Nevertheless I remember being depressed to one degree or another, depending on what the circumstances were at any given time, whenever I wasn’t impaired. My main mission in life at that time was to get as intoxicated as was possible. Without question I was caught up in a vicious cycle. Additionally, my drug and alcohol problems were so noticeable, and ongoing, that no one had a chance to notice that I was depressed. Even if they had, they’d have been so disgusted with my behavior that they probably wouldn’t have cared much. At that time almost no one who gave decency a second thought wanted me around. I was a mess.

In the mid-80s I landed back at my mother’s with no car, no license, no job, and next nothing else. Over the course of the year it took for my driving privileges to be reinstated, I experienced for the first time in my adult life a sort of exile from alcohol and drugs. It wasn’t a total or voluntary exile, but rather one brought on by my lack of resources and my mother’s family’s hatred of alcohol abuse, and sin period. Typically I’d escape to friends a day or two on the weekends, but not every weekend. I might even escape for a few hours during the week on rare occasions. Still, for almost a year, I was in touch with some version of reality much more than not, and that had never happened to me before.

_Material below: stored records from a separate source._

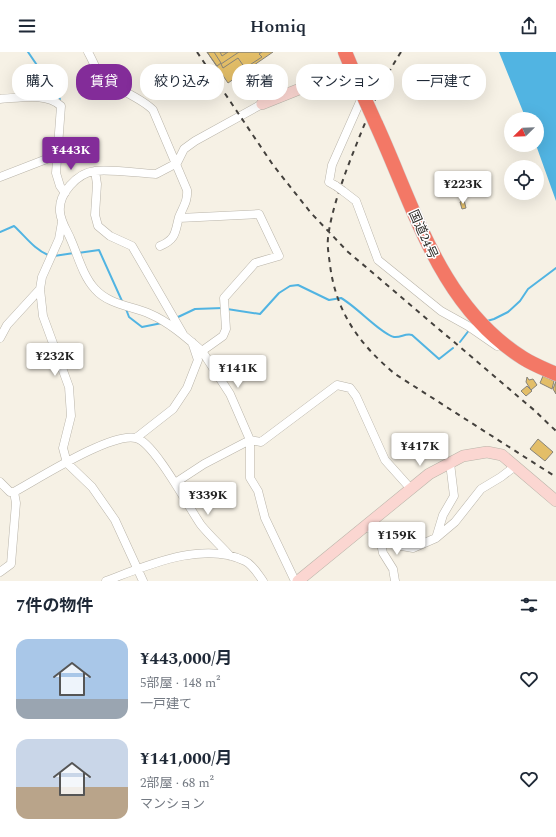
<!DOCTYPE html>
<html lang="ja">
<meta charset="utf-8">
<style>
body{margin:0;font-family:Spectral,"Noto Sans JP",serif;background:#f2f2f3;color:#1f2937;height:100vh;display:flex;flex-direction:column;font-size:15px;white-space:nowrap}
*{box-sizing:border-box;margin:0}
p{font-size:13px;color:#747a83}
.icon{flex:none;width:22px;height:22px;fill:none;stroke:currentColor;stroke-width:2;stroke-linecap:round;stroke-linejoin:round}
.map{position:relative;height:529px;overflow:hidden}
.panel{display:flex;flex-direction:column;background:#fff;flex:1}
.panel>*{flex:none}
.guide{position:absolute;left:12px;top:12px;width:532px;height:36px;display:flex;gap:8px}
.needle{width:26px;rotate:247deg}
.buttons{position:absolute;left:504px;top:60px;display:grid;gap:8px}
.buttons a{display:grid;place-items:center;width:40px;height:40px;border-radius:50%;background:#fff;box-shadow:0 4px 16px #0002;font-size:20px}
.price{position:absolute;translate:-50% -34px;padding:0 9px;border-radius:4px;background:#fff;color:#222;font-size:13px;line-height:26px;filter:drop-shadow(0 1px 2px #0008)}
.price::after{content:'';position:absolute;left:50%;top:24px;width:12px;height:9px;margin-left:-6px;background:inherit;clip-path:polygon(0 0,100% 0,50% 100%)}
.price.selected{background:#832c99;color:#fff}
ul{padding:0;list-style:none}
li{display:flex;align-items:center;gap:12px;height:100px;padding:0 16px}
li span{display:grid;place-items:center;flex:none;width:112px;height:80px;border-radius:12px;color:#555}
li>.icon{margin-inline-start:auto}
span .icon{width:48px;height:48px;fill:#fffc;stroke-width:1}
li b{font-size:17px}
h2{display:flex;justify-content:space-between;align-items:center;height:48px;padding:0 16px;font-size:17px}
.chip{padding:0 14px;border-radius:16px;background:#fff;box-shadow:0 4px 16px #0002;font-size:14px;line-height:36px}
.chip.selected{background:#832c99;color:#fff}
header{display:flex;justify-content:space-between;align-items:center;height:52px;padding:0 16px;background:#fff;font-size:18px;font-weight:600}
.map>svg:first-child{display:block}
.water{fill:#51b4e2}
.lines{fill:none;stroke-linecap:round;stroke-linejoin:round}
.stream{stroke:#51b4e2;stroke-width:2}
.building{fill:#e3be68;stroke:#878378}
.street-casing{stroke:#b9b4a9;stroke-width:9}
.secondary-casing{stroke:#b9b4a9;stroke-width:12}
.highway-casing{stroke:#d1d1d0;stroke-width:15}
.street{stroke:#fff;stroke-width:8}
.secondary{stroke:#fbd6d1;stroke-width:11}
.highway{stroke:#f37866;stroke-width:14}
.rail{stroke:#44413d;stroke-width:2;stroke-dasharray:5 5;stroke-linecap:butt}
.street-bridge-casing{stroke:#b9b4a9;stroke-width:9;stroke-linecap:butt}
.highway-bridge-casing{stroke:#d1d1d0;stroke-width:15;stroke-linecap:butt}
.street-bridge{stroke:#fff;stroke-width:8}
.highway-bridge{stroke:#f37866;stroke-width:14}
.labels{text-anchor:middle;stroke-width:3;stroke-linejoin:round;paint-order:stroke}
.street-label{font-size:13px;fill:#2e2c28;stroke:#fff}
</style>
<header><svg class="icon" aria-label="menu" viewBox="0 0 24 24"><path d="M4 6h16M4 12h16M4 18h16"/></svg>Homiq<svg class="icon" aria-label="share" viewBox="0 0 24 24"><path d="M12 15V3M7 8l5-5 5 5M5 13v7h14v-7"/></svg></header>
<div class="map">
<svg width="556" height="529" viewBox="0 0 556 529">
<rect width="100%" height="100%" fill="#f6f1e5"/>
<path class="water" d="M499,0h57v149l-20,-56h1v-26h-11z"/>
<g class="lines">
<path class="stream" d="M28,0l32,47
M0,180l14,-6c12,11 20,23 34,29
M78,201l21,-3 23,51
M54,204l20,-3
M126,257l3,8 13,10 20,-4
M227,257l33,5 19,-21 11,-7 8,-1 31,15 12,-2c15,8 40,36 53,39 7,1 11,-4 18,-2l27,24 14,-11
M176,266l19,-9 28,-1
M487,269l7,-2 14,-7 12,-11 8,-12 28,-21
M460,290l10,-13"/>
</g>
<path class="building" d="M207,0h66l-45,31z
M207,0h7l7,11 -4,3z
M220,0h8l-6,4z
M239,0h23l-3,2 3,3 -17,11 -7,-10 -15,10 -2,-4z
M464,148l2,8 -4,1 -2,-7z
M543,324l11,5 -2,8 -12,-6z
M527,325l2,3 4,-1 4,6 -6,5 -5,-8z
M556,329v13l-3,-5z
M527,334l5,5 -6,5 -5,-5z
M538,387l15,13 -8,9 -15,-12z"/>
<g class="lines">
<g class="street-casing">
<path id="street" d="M88,0c4,7 7,15 11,22 10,13 41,22 54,36l34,80c1,11 -4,17 -8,27 -4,14 -2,22 -19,29
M0,47c19,-1 47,-7 61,7l-5,67 4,13 5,7
M95,119l2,13 -2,31 3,11 12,10 22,10 51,88
M0,125l57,-22
M336,134l-7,-4 3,-17 31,-70
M343,139l13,10 22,59 63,51 27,15 29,20
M179,166l80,-4 20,42 -24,7 -31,35 2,31 -3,7 -21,15c-15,-13 -33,-29 -52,-37 -18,-8 -41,-9 -55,-25 -12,-13 -17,-33 -24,-49 -4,-10 -10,-17 -11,-28 -2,-18 17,-39 35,-41 14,-2 44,2 61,3l21,-11 7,-14 11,-8 67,-37
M62,170l-3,17 -17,38 -2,12 3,27 26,71 2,29 -8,32 4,15 25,24 23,33 28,61
M0,286l7,-13 33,-36
M202,299l28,43 20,46v38l8,13 7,27 30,63
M136,386l37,-29 14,-21 11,-28 -6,-18
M0,430l10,10h4c24,-13 97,-60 122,-54 18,4 53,70 65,87 9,11 20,21 29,31
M175,431l29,-19 46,-24 11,2 76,-57 13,3 6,8 29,64 26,29
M366,474l30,19 17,3 23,-10 7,-23 11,-19 -4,-33
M379,483l4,18 10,16 2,12
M436,486l19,-16 26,-33 20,-12 13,-10
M0,520l11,-8 5,-61 -2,-11
M106,529c40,-15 97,-41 139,-20 8,4 13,13 18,20"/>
</g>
<g class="secondary-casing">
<path id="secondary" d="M262,52l90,-36
M298,529l131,-107 34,-18 24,-4 15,3 54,46"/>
</g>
<g class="highway-casing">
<path id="highway" d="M345,0l18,43
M376,72c39,85 64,182 147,234 11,7 22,11 33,16"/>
</g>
<use href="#street" class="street"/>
<use href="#secondary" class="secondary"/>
<use href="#highway" class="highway"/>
<path class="rail" d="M197,0l76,113 38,48 36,38 187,159 22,21
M401,0c-19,29 -33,63 -46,96 -10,25 -24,62 -27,90 -1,9 1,18 2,27 6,47 29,79 65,109l161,103"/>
<g class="street-bridge-casing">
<path id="street-bridge" d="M336,134l7,5"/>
</g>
<g class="highway-bridge-casing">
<path id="highway-bridge" d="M363,43l13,29"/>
</g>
<use href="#street-bridge" class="street-bridge"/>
<use href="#highway-bridge" class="highway-bridge"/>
</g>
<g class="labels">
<g class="street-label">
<text transform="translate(424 182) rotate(66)" y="5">国道24号</text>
</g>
</g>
</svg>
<div class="buttons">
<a><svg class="needle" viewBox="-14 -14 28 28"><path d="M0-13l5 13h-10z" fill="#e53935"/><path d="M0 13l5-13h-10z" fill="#747a83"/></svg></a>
<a><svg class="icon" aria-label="locate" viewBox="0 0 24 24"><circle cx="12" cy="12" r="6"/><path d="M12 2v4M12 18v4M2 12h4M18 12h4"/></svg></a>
</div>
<b class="price selected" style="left:71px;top:119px">¥443K</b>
<b class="price" style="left:463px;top:153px">¥223K</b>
<b class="price" style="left:55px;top:325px">¥232K</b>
<b class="price" style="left:238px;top:337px">¥141K</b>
<b class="price" style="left:420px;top:415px">¥417K</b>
<b class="price" style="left:208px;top:464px">¥339K</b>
<b class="price" style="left:397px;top:504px">¥159K</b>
<div class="guide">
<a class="chip">購入</a>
<a class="chip selected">賃貸</a>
<a class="chip">絞り込み</a>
<a class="chip">新着</a>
<a class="chip">マンション</a>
<a class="chip">一戸建て</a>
</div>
</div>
<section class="panel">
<h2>7件の物件<svg class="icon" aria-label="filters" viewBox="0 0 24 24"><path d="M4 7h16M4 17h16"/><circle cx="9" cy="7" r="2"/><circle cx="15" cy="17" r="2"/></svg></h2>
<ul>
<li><span style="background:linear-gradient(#a9c7e8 75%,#9aa5b1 0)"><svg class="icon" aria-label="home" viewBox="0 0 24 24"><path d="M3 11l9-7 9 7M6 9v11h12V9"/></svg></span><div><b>¥443,000/月</b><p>5部屋 · 148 m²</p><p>一戸建て</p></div><svg class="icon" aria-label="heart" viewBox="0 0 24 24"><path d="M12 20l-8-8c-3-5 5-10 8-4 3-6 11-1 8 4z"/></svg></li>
<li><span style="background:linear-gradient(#c9d6e8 60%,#b9a48a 0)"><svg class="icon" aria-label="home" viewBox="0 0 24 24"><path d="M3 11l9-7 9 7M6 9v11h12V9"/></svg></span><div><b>¥141,000/月</b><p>2部屋 · 68 m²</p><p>マンション</p></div><svg class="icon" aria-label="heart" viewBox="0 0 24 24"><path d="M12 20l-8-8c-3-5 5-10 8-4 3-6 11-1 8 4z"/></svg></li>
</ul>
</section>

I didn’t like it. Initially I was mostly bored and angry that I was missing out on life, namely frequent sex and constant intoxication. But as time rolled on I began to get depressed. That was a long time ago and I don’t recall much about exactly how I felt, or what I did. Mostly I watched television and slept as much as possible, always looking forward to the next time I could get out of the house and get drunk, and ultimately to getting my life back. I’m not sure I’d experience the constant desperation I was to come to know, but I was definitely getting acquainted with depression. It’s also relatively easy to see why. My life, the one I’d created, was pretty crumby. Almost anyone would have been depressed to some degree in similar circumstance, or at least I think they would.

When I got my license back and managed to get a car I was off and running again in no time. It would be a year and a half before I again had a run in with reality. While I was probably depressed, I don’t recall being so, because I was loaded almost all the time.